REFLEXÕES GEOMÉTRICAS

Geometria é um dos campos mais sofisticados da filosofia, que por sua vez é indelevelmente marcada pela ética. Conhecimentos geométricos estão presentes em nossa percepção e em nossa visão de mundo e estão presentes em nosso cotidiano, em nosso comportamento, em nossas tomadas de posição e construção de decisões.
Posso chover no molhado, mas não vou, e enumerar um sem número de situações do cotidiano em que tomamos decisões baseadas em percepção e conhecimentos geométricos.

No entanto, e isto complica um pouco as coisas, parte deste conhecimento inerente à nossa condição é explícito, racional, objetivo, tangível, visível, e parte dele é implícito.
Por aqui, mercê da fluidez e pouca profundidade que se estabeleceu no sistema de ensino fundamental e básico, que praticamente abriu mão da difusão deste conhecimento (filosofia, incluindo ética e geometria) este conhecimento se torna no máximo empírico e completamente implícito, sem qualquer visibilidade ou sedimentação. Isto, quando há.
Vale lembrar que não me refiro, como pode parecer pelo tom do texto, à parcela da população que tem pouco ou nenhum acesso ao sistema educacional público ou privado de qualidade. Se trata de uma situação (como sempre perigosamente) generalizável.
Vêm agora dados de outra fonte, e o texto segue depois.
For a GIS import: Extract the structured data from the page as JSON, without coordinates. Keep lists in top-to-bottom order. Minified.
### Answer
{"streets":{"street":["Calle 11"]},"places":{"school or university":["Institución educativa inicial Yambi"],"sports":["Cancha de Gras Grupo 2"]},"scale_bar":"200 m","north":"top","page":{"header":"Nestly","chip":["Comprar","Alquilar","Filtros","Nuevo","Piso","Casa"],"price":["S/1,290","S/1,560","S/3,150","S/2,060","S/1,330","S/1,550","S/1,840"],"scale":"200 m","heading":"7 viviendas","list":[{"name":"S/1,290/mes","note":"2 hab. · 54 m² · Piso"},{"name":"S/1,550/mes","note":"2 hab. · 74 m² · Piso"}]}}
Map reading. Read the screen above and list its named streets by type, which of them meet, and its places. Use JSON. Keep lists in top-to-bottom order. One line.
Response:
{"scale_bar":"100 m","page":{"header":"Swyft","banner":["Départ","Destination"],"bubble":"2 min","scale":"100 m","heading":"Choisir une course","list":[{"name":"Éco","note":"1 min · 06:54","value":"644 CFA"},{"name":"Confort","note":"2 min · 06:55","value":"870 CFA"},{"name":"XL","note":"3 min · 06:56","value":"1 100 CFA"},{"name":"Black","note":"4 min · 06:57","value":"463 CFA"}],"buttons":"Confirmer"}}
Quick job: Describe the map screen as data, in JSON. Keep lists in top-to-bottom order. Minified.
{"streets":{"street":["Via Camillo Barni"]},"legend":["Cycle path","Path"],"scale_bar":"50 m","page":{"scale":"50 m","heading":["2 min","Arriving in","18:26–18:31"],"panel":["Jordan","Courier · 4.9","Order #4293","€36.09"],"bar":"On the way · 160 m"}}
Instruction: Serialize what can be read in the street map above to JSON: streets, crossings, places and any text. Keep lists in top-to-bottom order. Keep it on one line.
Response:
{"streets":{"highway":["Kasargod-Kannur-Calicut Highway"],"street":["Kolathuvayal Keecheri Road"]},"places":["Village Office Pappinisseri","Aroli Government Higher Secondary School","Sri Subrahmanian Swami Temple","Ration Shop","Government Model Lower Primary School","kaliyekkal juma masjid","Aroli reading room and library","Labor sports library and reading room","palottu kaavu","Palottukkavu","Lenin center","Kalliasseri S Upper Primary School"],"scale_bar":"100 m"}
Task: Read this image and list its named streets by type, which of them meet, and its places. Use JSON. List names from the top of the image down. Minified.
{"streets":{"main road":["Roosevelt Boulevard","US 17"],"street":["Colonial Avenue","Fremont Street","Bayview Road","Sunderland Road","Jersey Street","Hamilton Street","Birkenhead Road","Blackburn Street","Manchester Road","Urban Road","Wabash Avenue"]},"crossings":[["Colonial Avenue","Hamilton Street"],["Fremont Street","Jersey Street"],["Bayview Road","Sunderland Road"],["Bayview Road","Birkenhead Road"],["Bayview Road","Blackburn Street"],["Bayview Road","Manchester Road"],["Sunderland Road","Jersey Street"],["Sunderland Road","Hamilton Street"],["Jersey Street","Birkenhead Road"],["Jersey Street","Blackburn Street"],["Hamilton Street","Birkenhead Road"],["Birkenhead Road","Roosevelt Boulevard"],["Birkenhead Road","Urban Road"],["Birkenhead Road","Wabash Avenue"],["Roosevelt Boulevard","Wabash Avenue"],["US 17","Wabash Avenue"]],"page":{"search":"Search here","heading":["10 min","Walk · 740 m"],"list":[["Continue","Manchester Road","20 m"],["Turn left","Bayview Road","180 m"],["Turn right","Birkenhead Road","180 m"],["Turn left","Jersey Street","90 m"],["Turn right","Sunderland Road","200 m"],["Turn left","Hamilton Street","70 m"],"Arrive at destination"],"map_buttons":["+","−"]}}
Esta condição de empirismo e ‘implicitude’ faz com que, muitas vezes, se construam raciocínios coletivos baseados em falsas premissas geométricas, havendo uma enorme confusão entre conceitos que acabam levando a grandes equívocos de posicionamento (cartesiano, mais ao nosso gosto, ou não).
Isso se nota no posicionamento político e na escolha de candidaturas. Vejamos, neste caso, o discurso e os desejos incontidos em torno da terceira via. É um festival de confusões geométricas!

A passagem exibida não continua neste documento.